**Exercise details**:
When you have read the listing, copy all of it without any change.
--
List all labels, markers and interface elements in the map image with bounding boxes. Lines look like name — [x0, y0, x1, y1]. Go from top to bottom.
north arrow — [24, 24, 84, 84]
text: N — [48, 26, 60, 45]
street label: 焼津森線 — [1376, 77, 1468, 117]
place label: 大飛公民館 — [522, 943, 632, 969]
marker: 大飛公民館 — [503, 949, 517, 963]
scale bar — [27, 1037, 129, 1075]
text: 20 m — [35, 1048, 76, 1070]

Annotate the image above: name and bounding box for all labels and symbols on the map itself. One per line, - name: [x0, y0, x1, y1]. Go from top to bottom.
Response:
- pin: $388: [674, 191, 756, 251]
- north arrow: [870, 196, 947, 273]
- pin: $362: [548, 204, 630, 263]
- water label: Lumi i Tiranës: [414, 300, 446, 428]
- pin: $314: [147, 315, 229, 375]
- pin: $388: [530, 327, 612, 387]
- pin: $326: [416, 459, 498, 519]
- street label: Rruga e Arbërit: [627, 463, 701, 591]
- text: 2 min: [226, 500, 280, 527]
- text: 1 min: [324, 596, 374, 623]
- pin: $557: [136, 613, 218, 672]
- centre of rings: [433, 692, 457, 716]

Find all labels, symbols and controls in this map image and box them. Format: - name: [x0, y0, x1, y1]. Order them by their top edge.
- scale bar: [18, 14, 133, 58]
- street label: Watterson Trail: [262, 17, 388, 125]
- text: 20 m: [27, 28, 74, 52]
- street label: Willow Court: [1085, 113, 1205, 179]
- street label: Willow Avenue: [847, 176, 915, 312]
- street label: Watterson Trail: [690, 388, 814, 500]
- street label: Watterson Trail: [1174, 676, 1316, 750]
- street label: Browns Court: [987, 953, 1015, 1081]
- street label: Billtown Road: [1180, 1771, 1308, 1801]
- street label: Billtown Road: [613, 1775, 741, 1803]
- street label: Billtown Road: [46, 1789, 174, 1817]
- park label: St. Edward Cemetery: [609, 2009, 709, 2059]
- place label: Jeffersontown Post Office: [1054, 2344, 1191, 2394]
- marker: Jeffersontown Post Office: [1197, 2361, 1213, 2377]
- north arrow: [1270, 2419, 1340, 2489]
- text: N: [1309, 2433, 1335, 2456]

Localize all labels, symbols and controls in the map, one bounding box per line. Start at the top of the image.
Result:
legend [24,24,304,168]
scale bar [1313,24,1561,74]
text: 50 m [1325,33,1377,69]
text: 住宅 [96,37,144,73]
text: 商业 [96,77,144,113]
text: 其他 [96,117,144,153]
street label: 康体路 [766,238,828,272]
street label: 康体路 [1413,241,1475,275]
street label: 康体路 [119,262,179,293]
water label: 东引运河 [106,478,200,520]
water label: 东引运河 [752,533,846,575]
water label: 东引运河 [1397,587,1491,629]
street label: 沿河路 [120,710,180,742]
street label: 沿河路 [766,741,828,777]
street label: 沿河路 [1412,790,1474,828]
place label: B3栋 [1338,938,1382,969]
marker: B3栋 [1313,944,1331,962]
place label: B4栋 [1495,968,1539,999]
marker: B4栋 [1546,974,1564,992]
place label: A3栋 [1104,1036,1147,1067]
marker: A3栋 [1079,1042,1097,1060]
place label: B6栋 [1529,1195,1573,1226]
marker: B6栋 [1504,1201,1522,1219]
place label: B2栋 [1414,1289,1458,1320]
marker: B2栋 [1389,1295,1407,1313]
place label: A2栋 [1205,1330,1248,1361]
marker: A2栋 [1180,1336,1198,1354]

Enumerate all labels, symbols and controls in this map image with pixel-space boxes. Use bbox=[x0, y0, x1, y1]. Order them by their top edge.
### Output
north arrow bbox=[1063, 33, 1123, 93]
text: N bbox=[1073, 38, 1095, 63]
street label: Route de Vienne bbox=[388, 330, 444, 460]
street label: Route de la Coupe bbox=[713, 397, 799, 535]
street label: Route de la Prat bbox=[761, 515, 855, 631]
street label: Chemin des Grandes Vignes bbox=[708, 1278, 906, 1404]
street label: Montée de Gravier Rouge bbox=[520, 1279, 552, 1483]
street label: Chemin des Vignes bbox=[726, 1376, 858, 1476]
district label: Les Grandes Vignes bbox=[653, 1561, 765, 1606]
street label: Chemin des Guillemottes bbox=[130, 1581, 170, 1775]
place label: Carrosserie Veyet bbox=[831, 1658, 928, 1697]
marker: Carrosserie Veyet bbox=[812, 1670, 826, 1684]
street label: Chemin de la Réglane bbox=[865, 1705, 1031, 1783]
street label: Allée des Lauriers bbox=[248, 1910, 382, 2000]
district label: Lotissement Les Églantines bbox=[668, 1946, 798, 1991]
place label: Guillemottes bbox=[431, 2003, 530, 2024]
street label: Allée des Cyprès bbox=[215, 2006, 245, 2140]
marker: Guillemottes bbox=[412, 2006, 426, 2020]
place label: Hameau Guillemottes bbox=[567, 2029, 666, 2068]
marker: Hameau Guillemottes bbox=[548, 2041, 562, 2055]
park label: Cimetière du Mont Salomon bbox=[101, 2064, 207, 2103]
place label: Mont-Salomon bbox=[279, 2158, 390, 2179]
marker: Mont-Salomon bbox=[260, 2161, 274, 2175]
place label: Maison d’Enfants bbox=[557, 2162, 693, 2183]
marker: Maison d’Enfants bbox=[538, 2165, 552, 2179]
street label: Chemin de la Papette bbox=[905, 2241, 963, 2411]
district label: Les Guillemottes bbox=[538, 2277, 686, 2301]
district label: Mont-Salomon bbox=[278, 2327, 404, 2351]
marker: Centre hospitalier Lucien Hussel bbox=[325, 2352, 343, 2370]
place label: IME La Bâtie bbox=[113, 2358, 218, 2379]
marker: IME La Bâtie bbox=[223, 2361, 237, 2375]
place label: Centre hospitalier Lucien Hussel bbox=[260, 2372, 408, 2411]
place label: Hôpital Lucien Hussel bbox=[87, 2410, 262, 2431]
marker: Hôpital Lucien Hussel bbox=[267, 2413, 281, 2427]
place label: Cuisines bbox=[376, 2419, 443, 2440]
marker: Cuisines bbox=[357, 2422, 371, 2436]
--
**Answer below**:
List all labels, markers and interface elements in the map image with bounding boxes. Lines look like name — [x0, y0, x1, y1]. Go from top to bottom.
north arrow — [24, 24, 84, 84]
text: N — [48, 26, 60, 45]
street label: 焼津森線 — [1376, 77, 1468, 117]
place label: 大飛公民館 — [522, 943, 632, 969]
marker: 大飛公民館 — [503, 949, 517, 963]
scale bar — [27, 1037, 129, 1075]
text: 20 m — [35, 1048, 76, 1070]

Annotate the image above: name and bounding box for all labels and symbols on the map itself. One per line, - name: [x0, y0, x1, y1]. Go from top to bottom.
Response:
- pin: $388: [674, 191, 756, 251]
- north arrow: [870, 196, 947, 273]
- pin: $362: [548, 204, 630, 263]
- water label: Lumi i Tiranës: [414, 300, 446, 428]
- pin: $314: [147, 315, 229, 375]
- pin: $388: [530, 327, 612, 387]
- pin: $326: [416, 459, 498, 519]
- street label: Rruga e Arbërit: [627, 463, 701, 591]
- text: 2 min: [226, 500, 280, 527]
- text: 1 min: [324, 596, 374, 623]
- pin: $557: [136, 613, 218, 672]
- centre of rings: [433, 692, 457, 716]

Find all labels, symbols and controls in this map image and box them. Format: - name: [x0, y0, x1, y1]. Order them by their top edge.
- scale bar: [18, 14, 133, 58]
- street label: Watterson Trail: [262, 17, 388, 125]
- text: 20 m: [27, 28, 74, 52]
- street label: Willow Court: [1085, 113, 1205, 179]
- street label: Willow Avenue: [847, 176, 915, 312]
- street label: Watterson Trail: [690, 388, 814, 500]
- street label: Watterson Trail: [1174, 676, 1316, 750]
- street label: Browns Court: [987, 953, 1015, 1081]
- street label: Billtown Road: [1180, 1771, 1308, 1801]
- street label: Billtown Road: [613, 1775, 741, 1803]
- street label: Billtown Road: [46, 1789, 174, 1817]
- park label: St. Edward Cemetery: [609, 2009, 709, 2059]
- place label: Jeffersontown Post Office: [1054, 2344, 1191, 2394]
- marker: Jeffersontown Post Office: [1197, 2361, 1213, 2377]
- north arrow: [1270, 2419, 1340, 2489]
- text: N: [1309, 2433, 1335, 2456]

Localize all labels, symbols and controls in the map, one bounding box per line. Start at the top of the image.
Result:
legend [24,24,304,168]
scale bar [1313,24,1561,74]
text: 50 m [1325,33,1377,69]
text: 住宅 [96,37,144,73]
text: 商业 [96,77,144,113]
text: 其他 [96,117,144,153]
street label: 康体路 [766,238,828,272]
street label: 康体路 [1413,241,1475,275]
street label: 康体路 [119,262,179,293]
water label: 东引运河 [106,478,200,520]
water label: 东引运河 [752,533,846,575]
water label: 东引运河 [1397,587,1491,629]
street label: 沿河路 [120,710,180,742]
street label: 沿河路 [766,741,828,777]
street label: 沿河路 [1412,790,1474,828]
place label: B3栋 [1338,938,1382,969]
marker: B3栋 [1313,944,1331,962]
place label: B4栋 [1495,968,1539,999]
marker: B4栋 [1546,974,1564,992]
place label: A3栋 [1104,1036,1147,1067]
marker: A3栋 [1079,1042,1097,1060]
place label: B6栋 [1529,1195,1573,1226]
marker: B6栋 [1504,1201,1522,1219]
place label: B2栋 [1414,1289,1458,1320]
marker: B2栋 [1389,1295,1407,1313]
place label: A2栋 [1205,1330,1248,1361]
marker: A2栋 [1180,1336,1198,1354]

Enumerate all labels, symbols and controls in this map image with pixel-space boxes. Use bbox=[x0, y0, x1, y1]. Order them by their top edge.
### Output
north arrow bbox=[1063, 33, 1123, 93]
text: N bbox=[1073, 38, 1095, 63]
street label: Route de Vienne bbox=[388, 330, 444, 460]
street label: Route de la Coupe bbox=[713, 397, 799, 535]
street label: Route de la Prat bbox=[761, 515, 855, 631]
street label: Chemin des Grandes Vignes bbox=[708, 1278, 906, 1404]
street label: Montée de Gravier Rouge bbox=[520, 1279, 552, 1483]
street label: Chemin des Vignes bbox=[726, 1376, 858, 1476]
district label: Les Grandes Vignes bbox=[653, 1561, 765, 1606]
street label: Chemin des Guillemottes bbox=[130, 1581, 170, 1775]
place label: Carrosserie Veyet bbox=[831, 1658, 928, 1697]
marker: Carrosserie Veyet bbox=[812, 1670, 826, 1684]
street label: Chemin de la Réglane bbox=[865, 1705, 1031, 1783]
street label: Allée des Lauriers bbox=[248, 1910, 382, 2000]
district label: Lotissement Les Églantines bbox=[668, 1946, 798, 1991]
place label: Guillemottes bbox=[431, 2003, 530, 2024]
street label: Allée des Cyprès bbox=[215, 2006, 245, 2140]
marker: Guillemottes bbox=[412, 2006, 426, 2020]
place label: Hameau Guillemottes bbox=[567, 2029, 666, 2068]
marker: Hameau Guillemottes bbox=[548, 2041, 562, 2055]
park label: Cimetière du Mont Salomon bbox=[101, 2064, 207, 2103]
place label: Mont-Salomon bbox=[279, 2158, 390, 2179]
marker: Mont-Salomon bbox=[260, 2161, 274, 2175]
place label: Maison d’Enfants bbox=[557, 2162, 693, 2183]
marker: Maison d’Enfants bbox=[538, 2165, 552, 2179]
street label: Chemin de la Papette bbox=[905, 2241, 963, 2411]
district label: Les Guillemottes bbox=[538, 2277, 686, 2301]
district label: Mont-Salomon bbox=[278, 2327, 404, 2351]
marker: Centre hospitalier Lucien Hussel bbox=[325, 2352, 343, 2370]
place label: IME La Bâtie bbox=[113, 2358, 218, 2379]
marker: IME La Bâtie bbox=[223, 2361, 237, 2375]
place label: Centre hospitalier Lucien Hussel bbox=[260, 2372, 408, 2411]
place label: Hôpital Lucien Hussel bbox=[87, 2410, 262, 2431]
marker: Hôpital Lucien Hussel bbox=[267, 2413, 281, 2427]
place label: Cuisines bbox=[376, 2419, 443, 2440]
marker: Cuisines bbox=[357, 2422, 371, 2436]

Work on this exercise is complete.